Une grosse boulette dans la baie du Mont-Saint-Michel

8 mars 2004

Objet: déchets de marées noires.

 

L’été dernier, les plages de Saint-Malo et de la baie du Mont-Saint-Michel ont subi des arrivages diffus mais réguliers de résidus de fuel en provenance de l’épave du Prestige. Les Côtes-d’Armor, le littoral ouest du Cotentin ont eux aussi été touchés.

En l’absence du déclenchement du plan Polmar, qui aurait permis de mobiliser des fonds et des solutions techniques pour le stockage à terre et l’élimination des déchets de marées noires, les communes et leurs services techniques ont improvisé et mal interprété des recommandations venues du Cedre (Centre de Documentation, de Recherche et d’Experimentation sur les pollutions accidentelles des eaux). Depuis le naufrage de l’Erika , cet organisme préconise à titre exceptionnel et au cas par cas le séchage en haut de plage des déchets, puis leur étalage au milieu de l’estran, la reprise par la marée montante et la collecte des hydrocarbures séparés du sable et déposés sur la laisse de mer; cette technique dite du « surf-washing » est une opération délicate, hiérarchisée, qui doit faire l’objet d’un suivi attentif et qui ne peut s’appliquer qu’à des sédiments très faiblement pollués.
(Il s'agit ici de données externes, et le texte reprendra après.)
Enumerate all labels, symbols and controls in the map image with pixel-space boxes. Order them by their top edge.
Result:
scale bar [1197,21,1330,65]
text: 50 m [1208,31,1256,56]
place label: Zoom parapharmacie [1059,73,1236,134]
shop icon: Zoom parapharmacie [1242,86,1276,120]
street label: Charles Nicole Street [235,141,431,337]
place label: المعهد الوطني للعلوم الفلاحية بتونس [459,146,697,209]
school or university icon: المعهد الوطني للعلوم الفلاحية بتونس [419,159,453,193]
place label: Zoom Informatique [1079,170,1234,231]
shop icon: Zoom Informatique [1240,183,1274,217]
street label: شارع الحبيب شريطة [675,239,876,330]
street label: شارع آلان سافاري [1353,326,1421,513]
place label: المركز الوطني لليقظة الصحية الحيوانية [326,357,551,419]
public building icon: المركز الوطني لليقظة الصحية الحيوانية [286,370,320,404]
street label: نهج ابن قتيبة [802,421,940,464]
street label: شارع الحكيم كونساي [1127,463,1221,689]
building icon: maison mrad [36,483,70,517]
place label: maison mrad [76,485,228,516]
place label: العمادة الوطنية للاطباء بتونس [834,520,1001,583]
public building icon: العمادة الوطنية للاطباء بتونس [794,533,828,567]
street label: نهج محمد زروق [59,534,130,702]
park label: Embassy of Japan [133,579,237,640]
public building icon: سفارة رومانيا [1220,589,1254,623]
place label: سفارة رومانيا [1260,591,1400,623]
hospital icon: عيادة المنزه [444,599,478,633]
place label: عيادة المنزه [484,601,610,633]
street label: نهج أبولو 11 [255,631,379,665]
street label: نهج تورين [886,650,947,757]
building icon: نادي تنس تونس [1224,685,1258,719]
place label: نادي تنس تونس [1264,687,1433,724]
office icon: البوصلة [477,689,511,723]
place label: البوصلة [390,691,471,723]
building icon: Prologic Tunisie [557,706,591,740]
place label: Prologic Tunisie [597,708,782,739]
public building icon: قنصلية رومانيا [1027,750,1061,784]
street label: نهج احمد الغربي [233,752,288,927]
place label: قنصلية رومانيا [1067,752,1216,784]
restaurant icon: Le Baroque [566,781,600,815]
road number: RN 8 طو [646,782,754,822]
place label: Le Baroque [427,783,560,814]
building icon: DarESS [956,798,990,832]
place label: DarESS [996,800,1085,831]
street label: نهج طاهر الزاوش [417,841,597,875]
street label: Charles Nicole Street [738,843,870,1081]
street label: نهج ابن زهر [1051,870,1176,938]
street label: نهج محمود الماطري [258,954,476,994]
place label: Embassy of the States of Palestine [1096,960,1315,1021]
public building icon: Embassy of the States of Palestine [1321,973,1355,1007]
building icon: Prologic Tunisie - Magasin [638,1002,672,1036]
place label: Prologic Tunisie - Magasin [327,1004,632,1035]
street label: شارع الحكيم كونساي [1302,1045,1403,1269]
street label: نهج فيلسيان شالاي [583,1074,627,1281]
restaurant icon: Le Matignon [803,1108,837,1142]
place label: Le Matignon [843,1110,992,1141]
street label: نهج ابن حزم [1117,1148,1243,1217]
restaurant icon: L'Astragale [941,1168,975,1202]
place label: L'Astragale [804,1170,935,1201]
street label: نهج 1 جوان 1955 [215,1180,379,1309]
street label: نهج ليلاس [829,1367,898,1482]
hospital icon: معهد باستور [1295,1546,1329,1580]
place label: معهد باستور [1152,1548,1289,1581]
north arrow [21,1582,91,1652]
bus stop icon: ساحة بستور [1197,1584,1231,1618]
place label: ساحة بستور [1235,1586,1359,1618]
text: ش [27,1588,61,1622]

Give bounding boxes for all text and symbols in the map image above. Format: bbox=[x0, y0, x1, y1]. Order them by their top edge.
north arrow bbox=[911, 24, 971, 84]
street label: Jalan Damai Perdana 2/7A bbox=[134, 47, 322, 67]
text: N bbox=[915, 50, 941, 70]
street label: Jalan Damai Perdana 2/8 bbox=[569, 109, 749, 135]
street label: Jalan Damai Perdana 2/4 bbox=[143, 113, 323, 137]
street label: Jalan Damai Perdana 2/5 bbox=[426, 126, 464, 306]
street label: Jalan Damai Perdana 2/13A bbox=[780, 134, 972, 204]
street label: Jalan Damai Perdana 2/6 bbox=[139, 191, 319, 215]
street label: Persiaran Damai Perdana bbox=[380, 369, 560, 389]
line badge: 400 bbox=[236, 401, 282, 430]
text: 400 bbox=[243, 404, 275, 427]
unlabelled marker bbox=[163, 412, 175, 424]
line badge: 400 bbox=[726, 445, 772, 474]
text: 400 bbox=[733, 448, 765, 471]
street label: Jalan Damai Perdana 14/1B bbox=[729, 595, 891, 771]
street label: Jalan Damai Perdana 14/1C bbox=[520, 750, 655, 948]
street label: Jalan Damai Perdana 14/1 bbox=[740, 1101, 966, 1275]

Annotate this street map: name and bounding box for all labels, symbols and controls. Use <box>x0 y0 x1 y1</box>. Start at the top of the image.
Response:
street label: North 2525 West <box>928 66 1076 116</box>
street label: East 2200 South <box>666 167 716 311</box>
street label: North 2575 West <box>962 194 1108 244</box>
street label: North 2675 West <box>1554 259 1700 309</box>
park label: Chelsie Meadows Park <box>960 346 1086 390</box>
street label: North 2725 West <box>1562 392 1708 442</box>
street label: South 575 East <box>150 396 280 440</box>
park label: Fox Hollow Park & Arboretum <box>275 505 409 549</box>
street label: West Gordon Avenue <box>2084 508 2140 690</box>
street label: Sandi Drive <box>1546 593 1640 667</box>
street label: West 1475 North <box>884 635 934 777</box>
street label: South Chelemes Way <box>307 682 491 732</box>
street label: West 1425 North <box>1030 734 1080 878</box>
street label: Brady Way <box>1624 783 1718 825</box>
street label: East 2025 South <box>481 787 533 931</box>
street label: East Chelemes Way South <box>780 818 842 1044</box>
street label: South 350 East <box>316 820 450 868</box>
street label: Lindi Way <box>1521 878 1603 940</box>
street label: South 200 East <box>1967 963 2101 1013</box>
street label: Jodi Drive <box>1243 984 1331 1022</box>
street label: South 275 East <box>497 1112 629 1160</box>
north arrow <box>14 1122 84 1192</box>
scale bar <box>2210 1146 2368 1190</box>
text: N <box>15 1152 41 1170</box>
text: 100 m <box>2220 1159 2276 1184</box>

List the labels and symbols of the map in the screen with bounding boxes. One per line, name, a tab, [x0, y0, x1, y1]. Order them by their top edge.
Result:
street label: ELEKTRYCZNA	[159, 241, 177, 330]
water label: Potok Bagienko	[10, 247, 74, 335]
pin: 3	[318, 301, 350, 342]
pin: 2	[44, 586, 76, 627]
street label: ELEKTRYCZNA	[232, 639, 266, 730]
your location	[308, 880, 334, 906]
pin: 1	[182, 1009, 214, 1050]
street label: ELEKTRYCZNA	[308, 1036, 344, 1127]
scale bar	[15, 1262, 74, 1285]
Des communes de la baie du Mont-Saint-Michel, patrimoine mondial de l’UNESCO, ont en fait bâclé le travail et fait n’importe quoi. Il y a quelques jours, à Cherrueix, où sont produites annuellement 10.000 t de moules sur bouchots, les déchets bruts ont été à l’initiative du maire, enfouis sur l’estran, sous un banc coquillier intégré à une ZNIEFF (Zone Naturelle d’Intéret Ecologique Faunistique et Floristique). Au Cedre, on se dit aujourd’hui débordé par les initiatives communales, ajoutant que le problème est compliqué au nord de la Bretagne par le mélange des hydrocarbures avec des algues vertes et des macro-déchets venus de la mer.

Les Amis du Rivage de la Baie du Mont-Saint-Michel et l’association Robin des Bois demandent aux services de l’État de mettre un terme à ces pratiques nuisibles pour l’environnement, les herbus, les prés salés et pour l’état sanitaire des ressources marines. Des instructions claires doivent être délivrées aux communes et syndicats de communes sur tout le littoral d’Ille-et-Vilaine et de la Manche, ainsi, si nécessaire, que des moyens financiers supplémentaires. Les pratiques d’enfouissement ou d’abandon sur la plage des déchets d’hydrocarbures s’assimilent à des dégazages et doivent être pourchassées et réparées par les auteurs de ces actes irresponsables.